Only one stretch of the data below is needed. Output the lines from the one with "c.lineJoin = 'round';" up to and including the one with "M 203,7 L 278,7", exactly as they stand.
[[ DATASET RECORDS, beginning ]]
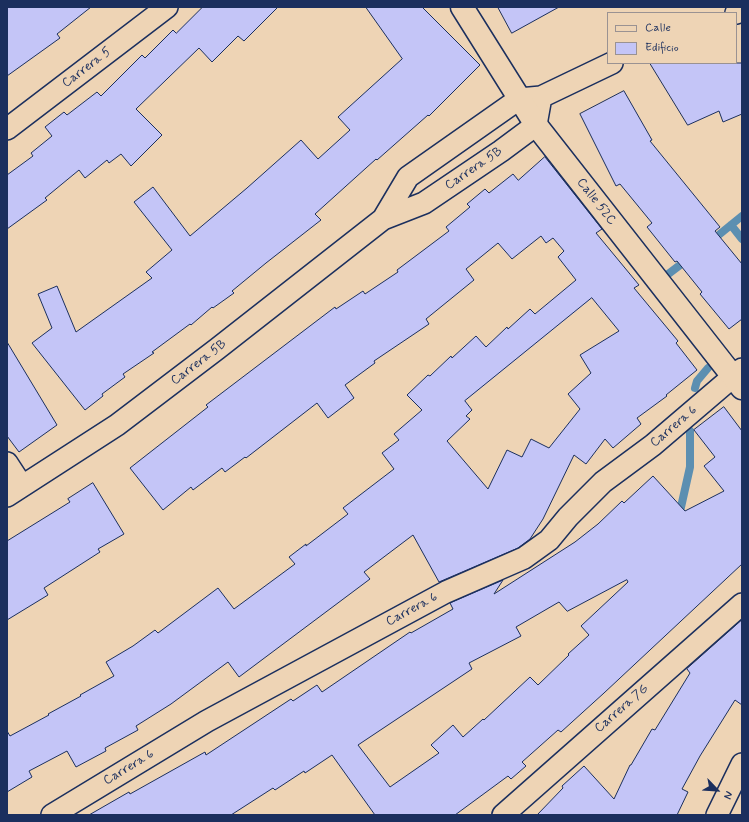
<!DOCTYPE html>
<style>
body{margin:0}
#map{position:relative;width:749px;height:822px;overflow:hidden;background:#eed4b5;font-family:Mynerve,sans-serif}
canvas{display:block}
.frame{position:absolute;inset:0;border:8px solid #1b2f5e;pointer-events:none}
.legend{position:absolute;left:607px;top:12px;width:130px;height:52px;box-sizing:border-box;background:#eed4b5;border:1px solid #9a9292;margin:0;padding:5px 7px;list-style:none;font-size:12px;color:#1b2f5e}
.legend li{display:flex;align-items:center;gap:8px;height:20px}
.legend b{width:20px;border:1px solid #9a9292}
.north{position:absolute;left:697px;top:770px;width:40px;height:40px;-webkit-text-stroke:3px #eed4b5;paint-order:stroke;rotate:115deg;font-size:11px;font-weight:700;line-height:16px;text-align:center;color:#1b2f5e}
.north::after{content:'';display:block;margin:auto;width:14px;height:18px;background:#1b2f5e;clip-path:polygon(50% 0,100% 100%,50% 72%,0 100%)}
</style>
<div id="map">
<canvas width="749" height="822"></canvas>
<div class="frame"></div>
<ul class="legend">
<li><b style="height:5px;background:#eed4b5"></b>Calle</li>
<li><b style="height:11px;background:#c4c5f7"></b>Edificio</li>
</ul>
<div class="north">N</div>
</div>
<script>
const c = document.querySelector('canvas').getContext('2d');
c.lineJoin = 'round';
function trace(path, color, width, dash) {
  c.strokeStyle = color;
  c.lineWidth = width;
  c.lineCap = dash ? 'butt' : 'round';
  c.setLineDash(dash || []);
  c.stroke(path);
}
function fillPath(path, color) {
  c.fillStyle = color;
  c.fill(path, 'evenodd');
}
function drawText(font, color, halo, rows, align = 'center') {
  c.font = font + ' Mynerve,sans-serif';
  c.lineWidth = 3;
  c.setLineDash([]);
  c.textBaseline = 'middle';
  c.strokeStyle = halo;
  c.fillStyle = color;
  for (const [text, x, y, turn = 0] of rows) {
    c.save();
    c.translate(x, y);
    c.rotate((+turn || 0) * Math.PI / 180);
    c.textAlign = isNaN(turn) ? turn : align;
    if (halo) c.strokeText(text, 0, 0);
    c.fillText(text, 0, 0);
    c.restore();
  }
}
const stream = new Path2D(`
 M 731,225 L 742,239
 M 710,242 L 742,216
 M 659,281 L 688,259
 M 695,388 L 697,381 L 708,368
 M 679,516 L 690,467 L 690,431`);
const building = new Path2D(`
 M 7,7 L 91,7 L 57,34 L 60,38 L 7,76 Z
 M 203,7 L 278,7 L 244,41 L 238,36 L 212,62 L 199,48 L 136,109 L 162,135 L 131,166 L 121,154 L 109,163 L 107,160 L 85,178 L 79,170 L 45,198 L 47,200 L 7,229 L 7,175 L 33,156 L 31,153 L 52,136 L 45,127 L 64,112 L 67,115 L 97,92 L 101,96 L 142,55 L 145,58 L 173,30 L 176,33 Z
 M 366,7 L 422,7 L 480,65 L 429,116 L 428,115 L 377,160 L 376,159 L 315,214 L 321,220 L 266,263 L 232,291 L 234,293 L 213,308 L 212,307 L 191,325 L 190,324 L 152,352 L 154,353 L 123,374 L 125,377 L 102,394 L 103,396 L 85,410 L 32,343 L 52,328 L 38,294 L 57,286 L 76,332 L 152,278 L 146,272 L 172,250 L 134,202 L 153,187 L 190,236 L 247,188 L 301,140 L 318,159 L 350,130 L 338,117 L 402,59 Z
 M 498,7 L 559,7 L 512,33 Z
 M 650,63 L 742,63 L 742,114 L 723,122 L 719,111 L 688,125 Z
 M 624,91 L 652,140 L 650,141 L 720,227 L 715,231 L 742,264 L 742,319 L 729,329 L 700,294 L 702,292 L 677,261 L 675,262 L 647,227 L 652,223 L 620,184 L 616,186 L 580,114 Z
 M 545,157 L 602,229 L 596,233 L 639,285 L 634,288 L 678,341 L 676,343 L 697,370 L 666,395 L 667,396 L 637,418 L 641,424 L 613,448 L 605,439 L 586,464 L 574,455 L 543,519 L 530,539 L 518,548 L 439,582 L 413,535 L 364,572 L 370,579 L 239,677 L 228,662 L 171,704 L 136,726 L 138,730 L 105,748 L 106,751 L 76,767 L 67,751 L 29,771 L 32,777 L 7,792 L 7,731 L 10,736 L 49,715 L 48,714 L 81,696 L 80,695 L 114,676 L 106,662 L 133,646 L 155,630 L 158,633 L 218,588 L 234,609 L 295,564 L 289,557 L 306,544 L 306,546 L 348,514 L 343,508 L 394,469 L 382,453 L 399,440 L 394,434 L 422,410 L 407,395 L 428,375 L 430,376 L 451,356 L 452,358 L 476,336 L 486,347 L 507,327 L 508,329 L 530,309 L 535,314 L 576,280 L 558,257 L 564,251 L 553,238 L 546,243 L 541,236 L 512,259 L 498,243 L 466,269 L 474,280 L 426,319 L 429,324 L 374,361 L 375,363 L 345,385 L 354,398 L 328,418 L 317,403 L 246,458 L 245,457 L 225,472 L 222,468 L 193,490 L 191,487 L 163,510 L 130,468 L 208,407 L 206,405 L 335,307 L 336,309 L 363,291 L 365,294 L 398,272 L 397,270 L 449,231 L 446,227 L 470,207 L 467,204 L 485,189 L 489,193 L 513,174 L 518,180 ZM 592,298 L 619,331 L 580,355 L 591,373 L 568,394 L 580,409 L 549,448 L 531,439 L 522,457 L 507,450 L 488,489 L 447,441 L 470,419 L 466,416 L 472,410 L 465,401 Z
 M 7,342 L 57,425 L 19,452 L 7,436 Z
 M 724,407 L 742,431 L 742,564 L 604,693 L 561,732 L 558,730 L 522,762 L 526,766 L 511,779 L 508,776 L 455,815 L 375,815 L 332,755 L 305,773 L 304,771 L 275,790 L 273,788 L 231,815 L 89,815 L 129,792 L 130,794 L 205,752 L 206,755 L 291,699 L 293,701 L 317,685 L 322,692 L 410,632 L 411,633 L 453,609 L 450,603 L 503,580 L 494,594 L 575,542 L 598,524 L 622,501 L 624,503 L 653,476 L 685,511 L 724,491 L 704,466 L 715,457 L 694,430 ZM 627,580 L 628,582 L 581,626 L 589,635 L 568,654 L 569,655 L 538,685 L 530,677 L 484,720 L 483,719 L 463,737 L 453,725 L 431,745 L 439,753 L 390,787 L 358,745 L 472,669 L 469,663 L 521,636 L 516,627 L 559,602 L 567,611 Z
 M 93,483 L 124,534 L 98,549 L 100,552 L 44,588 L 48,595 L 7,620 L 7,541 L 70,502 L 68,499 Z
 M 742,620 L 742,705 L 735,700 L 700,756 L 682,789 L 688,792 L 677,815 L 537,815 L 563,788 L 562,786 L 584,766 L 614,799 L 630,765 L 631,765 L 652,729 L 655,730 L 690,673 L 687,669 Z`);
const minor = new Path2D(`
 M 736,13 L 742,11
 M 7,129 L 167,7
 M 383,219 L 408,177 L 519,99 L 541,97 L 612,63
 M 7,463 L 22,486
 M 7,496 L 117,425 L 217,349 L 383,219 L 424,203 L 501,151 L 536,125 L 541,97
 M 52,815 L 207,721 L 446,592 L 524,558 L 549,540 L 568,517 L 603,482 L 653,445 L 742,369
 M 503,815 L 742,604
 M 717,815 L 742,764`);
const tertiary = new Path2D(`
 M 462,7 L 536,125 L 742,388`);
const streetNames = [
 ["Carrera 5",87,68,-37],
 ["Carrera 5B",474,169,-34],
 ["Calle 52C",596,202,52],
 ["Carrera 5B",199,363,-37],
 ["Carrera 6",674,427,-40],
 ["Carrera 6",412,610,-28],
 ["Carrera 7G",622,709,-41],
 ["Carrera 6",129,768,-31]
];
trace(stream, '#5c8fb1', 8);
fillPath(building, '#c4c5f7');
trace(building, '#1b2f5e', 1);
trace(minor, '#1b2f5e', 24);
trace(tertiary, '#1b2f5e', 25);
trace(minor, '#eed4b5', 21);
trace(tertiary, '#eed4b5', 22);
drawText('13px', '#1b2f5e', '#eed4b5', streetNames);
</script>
[[ DATASET RECORDS, end ]]
RESPONSE:
c.lineJoin = 'round';
function trace(path, color, width, dash) {
  c.strokeStyle = color;
  c.lineWidth = width;
  c.lineCap = dash ? 'butt' : 'round';
  c.setLineDash(dash || []);
  c.stroke(path);
}
function fillPath(path, color) {
  c.fillStyle = color;
  c.fill(path, 'evenodd');
}
function drawText(font, color, halo, rows, align = 'center') {
  c.font = font + ' Mynerve,sans-serif';
  c.lineWidth = 3;
  c.setLineDash([]);
  c.textBaseline = 'middle';
  c.strokeStyle = halo;
  c.fillStyle = color;
  for (const [text, x, y, turn = 0] of rows) {
    c.save();
    c.translate(x, y);
    c.rotate((+turn || 0) * Math.PI / 180);
    c.textAlign = isNaN(turn) ? turn : align;
    if (halo) c.strokeText(text, 0, 0);
    c.fillText(text, 0, 0);
    c.restore();
  }
}
const stream = new Path2D(`
 M 731,225 L 742,239
 M 710,242 L 742,216
 M 659,281 L 688,259
 M 695,388 L 697,381 L 708,368
 M 679,516 L 690,467 L 690,431`);
const building = new Path2D(`
 M 7,7 L 91,7 L 57,34 L 60,38 L 7,76 Z
 M 203,7 L 278,7 L 244,41 L 238,36 L 212,62 L 199,48 L 136,109 L 162,135 L 131,166 L 121,154 L 109,163 L 107,160 L 85,178 L 79,170 L 45,198 L 47,200 L 7,229 L 7,175 L 33,156 L 31,153 L 52,136 L 45,127 L 64,112 L 67,115 L 97,92 L 101,96 L 142,55 L 145,58 L 173,30 L 176,33 Z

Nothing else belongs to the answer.